▶
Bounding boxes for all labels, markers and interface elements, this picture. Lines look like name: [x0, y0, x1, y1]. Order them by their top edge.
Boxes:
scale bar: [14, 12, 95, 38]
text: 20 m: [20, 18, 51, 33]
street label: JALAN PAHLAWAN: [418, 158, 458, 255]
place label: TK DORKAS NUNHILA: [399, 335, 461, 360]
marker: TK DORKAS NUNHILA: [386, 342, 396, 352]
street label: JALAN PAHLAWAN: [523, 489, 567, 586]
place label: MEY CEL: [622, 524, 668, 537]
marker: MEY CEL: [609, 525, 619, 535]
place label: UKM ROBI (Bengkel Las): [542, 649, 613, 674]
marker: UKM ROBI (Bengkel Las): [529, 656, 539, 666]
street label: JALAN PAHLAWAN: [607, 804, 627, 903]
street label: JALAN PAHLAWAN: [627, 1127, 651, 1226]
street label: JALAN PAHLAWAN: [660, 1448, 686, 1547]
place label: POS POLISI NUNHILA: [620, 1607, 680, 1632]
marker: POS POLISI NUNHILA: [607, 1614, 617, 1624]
◀
PROBLEM TO WORK ON:
Write out all the entries once more, exactly.

THE COMPLETED TASK:
Bounding boxes for all labels, markers and interface elements, this picture. Lines look like name: [x0, y0, x1, y1]. Order them by their top edge.
Boxes:
scale bar: [14, 12, 95, 38]
text: 20 m: [20, 18, 51, 33]
street label: JALAN PAHLAWAN: [418, 158, 458, 255]
place label: TK DORKAS NUNHILA: [399, 335, 461, 360]
marker: TK DORKAS NUNHILA: [386, 342, 396, 352]
street label: JALAN PAHLAWAN: [523, 489, 567, 586]
place label: MEY CEL: [622, 524, 668, 537]
marker: MEY CEL: [609, 525, 619, 535]
place label: UKM ROBI (Bengkel Las): [542, 649, 613, 674]
marker: UKM ROBI (Bengkel Las): [529, 656, 539, 666]
street label: JALAN PAHLAWAN: [607, 804, 627, 903]
street label: JALAN PAHLAWAN: [627, 1127, 651, 1226]
street label: JALAN PAHLAWAN: [660, 1448, 686, 1547]
place label: POS POLISI NUNHILA: [620, 1607, 680, 1632]
marker: POS POLISI NUNHILA: [607, 1614, 617, 1624]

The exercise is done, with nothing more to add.